A common complaint about the BDUK projects is that beyond the photo opportunities most cabinets are quietly enabled and only the real geeks who are checking every week for their cabinets status will notice the upgrade is ready to order. It seems now that at least Surrey County Council has decided to run a mailshot to try and increase the awareness of what the project is doing and encourage people to check if a better service is available to them.
The letter really exists as a method to try and get people to visit superfastsurrey.org.uk where a basic availability check and more information on the roll-out is available. Surrey is fairly unusual in announcing collections of postcodes for areas where cabinets have just gone live too.
We ran a poll asking for feedback from visitors on the level of information from the various local authority projects earlier in 2014 and just over 10% indicated they had received some communications material, fingers crossed if we run the same poll later in the year this will have improved. Driving take-up to 20% and beyond is important as councils can claw back some of the funding if they drive uptake to this sort of level and this can be re-invested to push coverage further or returned to the council's bank account.

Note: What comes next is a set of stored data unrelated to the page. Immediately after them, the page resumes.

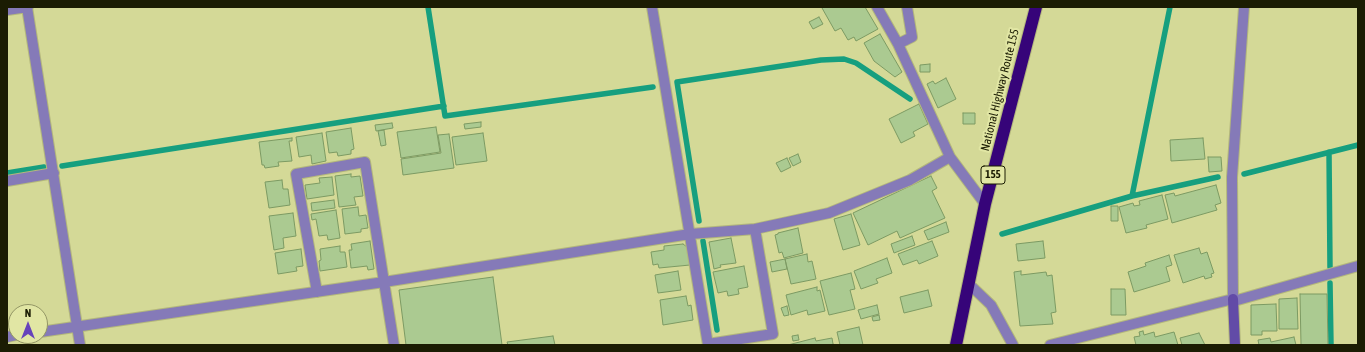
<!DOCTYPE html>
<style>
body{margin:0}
#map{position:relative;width:1365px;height:352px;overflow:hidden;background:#d4d997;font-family:"Asap Condensed",sans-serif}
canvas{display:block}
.frame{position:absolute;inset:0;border:8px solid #1b1c03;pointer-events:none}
.north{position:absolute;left:8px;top:304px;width:40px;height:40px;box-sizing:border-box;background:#e1e6a4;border:1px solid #929564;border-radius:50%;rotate:0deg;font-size:11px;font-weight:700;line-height:16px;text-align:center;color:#1b1c03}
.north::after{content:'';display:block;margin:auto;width:14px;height:18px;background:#6643bb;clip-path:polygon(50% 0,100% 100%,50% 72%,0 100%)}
</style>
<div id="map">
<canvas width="1365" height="352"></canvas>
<div class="frame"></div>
<div class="north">N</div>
</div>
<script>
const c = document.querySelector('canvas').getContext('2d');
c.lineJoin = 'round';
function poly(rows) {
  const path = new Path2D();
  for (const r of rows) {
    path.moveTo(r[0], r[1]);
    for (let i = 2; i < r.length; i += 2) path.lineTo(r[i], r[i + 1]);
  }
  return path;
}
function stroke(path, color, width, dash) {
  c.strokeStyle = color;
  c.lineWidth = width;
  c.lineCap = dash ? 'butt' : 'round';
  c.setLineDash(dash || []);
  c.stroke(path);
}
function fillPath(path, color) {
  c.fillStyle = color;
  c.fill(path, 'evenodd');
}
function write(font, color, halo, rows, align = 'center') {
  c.font = font + ' "Asap Condensed",sans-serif';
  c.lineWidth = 4;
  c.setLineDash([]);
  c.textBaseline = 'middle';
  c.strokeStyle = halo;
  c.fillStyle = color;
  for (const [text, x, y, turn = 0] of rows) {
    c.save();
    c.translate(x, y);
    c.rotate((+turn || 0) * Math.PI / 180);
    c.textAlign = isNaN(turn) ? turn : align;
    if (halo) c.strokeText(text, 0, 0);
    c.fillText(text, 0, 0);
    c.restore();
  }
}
stroke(poly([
 [428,7,445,116,653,87],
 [1329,152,1330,267],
 [62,166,444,106],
 [7,173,44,167],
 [1244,174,1358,145],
 [1132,196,1170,7],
 [699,221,677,82,821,60,844,59,856,63,910,99],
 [1002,234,1132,196,1218,177],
 [703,241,717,330],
 [1330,283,1331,345]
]), '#169f7f', 5.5);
const building = poly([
 [824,7,865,7,878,29,856,41,854,37,848,40,841,28,835,31,822,8,824,7],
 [819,17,823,24,813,29,809,22,819,17],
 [880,34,902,72,895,77,874,61,864,43,880,34],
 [930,64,930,72,920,72,920,65,930,64],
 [946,78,956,99,938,108,927,84,933,81,935,84,946,78],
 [919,104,928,124,913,132,915,136,901,143,889,119,919,104],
 [963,113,975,113,975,124,963,124,963,113],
 [481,122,481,127,465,129,464,124,481,122],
 [392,123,393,128,376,131,375,125,392,123],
 [436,127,440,152,401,158,397,132,436,127],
 [351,128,354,149,351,150,351,154,338,156,337,152,329,153,326,132,351,128],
 [384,130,386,145,381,146,378,131,384,130],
 [322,133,326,161,312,164,311,155,299,157,296,137,322,133],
 [483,133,487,161,456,165,452,137,483,133],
 [449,134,454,168,403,175,401,159,441,153,438,135,449,134],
 [292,138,292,141,289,141,292,161,278,162,279,166,265,168,264,165,262,165,259,142,292,138],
 [1203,138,1205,159,1171,161,1170,140,1203,138],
 [798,154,801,162,793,166,789,158,798,154],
 [1208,157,1221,157,1222,171,1209,172,1208,157],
 [787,158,791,167,781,172,776,163,787,158],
 [351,174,351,177,360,176,363,196,354,197,356,205,339,207,335,176,351,174],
 [931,176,937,188,932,191,945,218,900,238,897,231,868,245,853,213,931,176],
 [332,177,334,195,307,199,305,185,320,183,319,178,332,177],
 [282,180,283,189,288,189,290,205,269,208,265,182,282,180],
 [1216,185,1221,203,1215,205,1217,210,1172,223,1165,195,1174,193,1175,196,1216,185],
 [1162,195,1168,219,1146,225,1147,228,1126,233,1119,207,1133,203,1134,206,1140,205,1139,201,1162,195],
 [334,200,335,208,312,211,311,203,334,200],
 [1111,206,1118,206,1118,221,1111,221,1111,206],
 [358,207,359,216,366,215,368,228,361,229,361,232,345,234,342,209,358,207],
 [336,210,340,238,328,240,327,235,319,236,316,219,312,220,311,214,336,210],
 [293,213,296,236,283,238,284,248,274,250,269,216,293,213],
 [851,214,860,245,843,250,834,219,851,214],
 [946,222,949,232,928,240,924,231,946,222],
 [798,228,803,253,784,258,782,252,779,253,775,235,778,234,778,233,798,228],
 [912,236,915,245,894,253,891,244,912,236],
 [731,238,736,263,720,265,721,267,714,269,709,242,731,238],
 [370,241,374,269,368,270,367,266,351,268,349,250,352,250,351,244,370,241],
 [932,241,938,256,919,264,917,260,903,265,898,254,932,241],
 [1043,241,1045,258,1018,261,1016,244,1043,241],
 [683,244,687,247,690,265,659,268,658,264,653,265,651,252,664,250,664,246,683,244],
 [340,246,340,252,345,252,347,267,320,271,319,261,321,260,320,249,340,246],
 [1199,248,1201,254,1207,252,1214,273,1211,274,1212,277,1205,279,1204,276,1183,283,1174,255,1199,248],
 [301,249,303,266,296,267,297,271,278,274,275,253,301,249],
 [807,254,808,262,812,261,816,279,791,284,785,259,807,254],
 [1169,255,1172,265,1166,267,1170,281,1134,292,1128,272,1146,266,1145,263,1169,255],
 [887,258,892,273,876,279,878,283,861,289,854,271,887,258],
 [785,259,787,269,772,272,770,262,785,259],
 [744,266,748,287,738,289,739,294,728,296,727,291,718,293,713,272,744,266],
 [678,271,681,290,658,293,655,275,678,271],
 [1021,271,1021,275,1046,272,1047,276,1052,275,1056,312,1051,313,1053,324,1020,326,1014,272,1021,271],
 [851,273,855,289,850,290,855,309,829,315,820,281,851,273],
 [493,277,502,345,406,345,399,290,493,277],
 [817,287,817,291,820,290,825,311,808,315,807,310,791,315,786,295,817,287],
 [1111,289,1125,289,1126,315,1111,315,1111,289],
 [928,290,932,306,904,313,900,297,928,290],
 [1300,294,1327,294,1328,345,1301,345,1300,294],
 [686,296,688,306,691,305,693,320,663,325,660,300,686,296],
 [1297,298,1298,329,1279,329,1279,299,1297,298],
 [1276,304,1277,331,1262,331,1262,335,1251,335,1251,305,1276,304],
 [877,305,879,314,861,319,858,310,877,305],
 [787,306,789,315,784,316,781,308,787,306],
 [879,315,880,320,873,321,872,317,879,315],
 [859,327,863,345,840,345,837,332,859,327],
 [1143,331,1144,335,1154,332,1155,337,1174,332,1178,345,1136,345,1134,337,1140,336,1139,332,1143,331],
 [1199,333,1205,345,1182,345,1180,338,1199,333],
 [798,335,799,340,793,341,792,336,798,335],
 [553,336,555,345,508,345,507,342,553,336],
 [1294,337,1296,345,1259,345,1258,340,1270,338,1271,342,1294,337],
 [815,338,816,341,832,338,833,344,835,345,788,345,815,338]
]);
fillPath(building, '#abca91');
stroke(building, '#7c9a63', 1);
const street = poly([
 [27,7,80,345],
 [652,7,708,345],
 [877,7,898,44,950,157,985,204],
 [7,10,28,7],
 [898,44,912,37,907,7],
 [7,181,54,173],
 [969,284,991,305,1013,345],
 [317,292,296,174,365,162,394,345],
 [1234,301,1358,266],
 [40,332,384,282,690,234,755,229,829,213,910,180,950,157],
 [7,337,16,335],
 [708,344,773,334,755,229],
 [1050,345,1233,299,1232,177,1244,7]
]);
const secondary = poly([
 [1233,299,1235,345]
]);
const highway = poly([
 [956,345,985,204,1036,7]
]);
stroke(street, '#b3b77c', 12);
stroke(secondary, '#b3b77c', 12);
stroke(highway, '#b3b77c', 14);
stroke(street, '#857ab8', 10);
stroke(secondary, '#624ba7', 10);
stroke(highway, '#360479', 12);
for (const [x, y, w] of [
 [993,175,24]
]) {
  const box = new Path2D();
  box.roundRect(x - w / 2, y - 9, w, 18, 3);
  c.fillStyle = '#e1e6a4';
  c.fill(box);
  stroke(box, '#1b1c03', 1);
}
write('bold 11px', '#1b1c03', null, [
 ["155",993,175]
]);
write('12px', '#1b1c03', '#e1e6a4', [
 ["National Highway Route 155",1000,90,-76]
]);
</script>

The Surrey leaflet makes it clear what the likely result of the project is and that is 84,000 additional homes and businesses will have access to fibre based broadband by the end of the project. When this is combined with the existing commercial roll-out the estimate from the project is that 95% will see speeds of 15 Mbps or faster at peak times. Our own estimate and spread of speeds for Surrey was published back in April, and if just FTTC is deployed we estimated 94.7% at connection speeds of 30 Mbps or faster, which once you allow for speed drops due to peak usage is in line with the councils own estimate. We do know that Surrey County Council is working on upgrading some Exchange Only lines in the county and is also deploying some native FTTP which if used carefully could eradicate the 1% we estimate getting 2 Mbps or slower.
While a full FTTH roll-out to the intervention would be a perfect outcome, given that the original input from the BDUK was just £1.3m in Surrey, with BT adding £11.8m and £20m from the council itself there was never going to be the funds needed to do a full FTTH roll-out which would have needed something in the ball park of £84 million.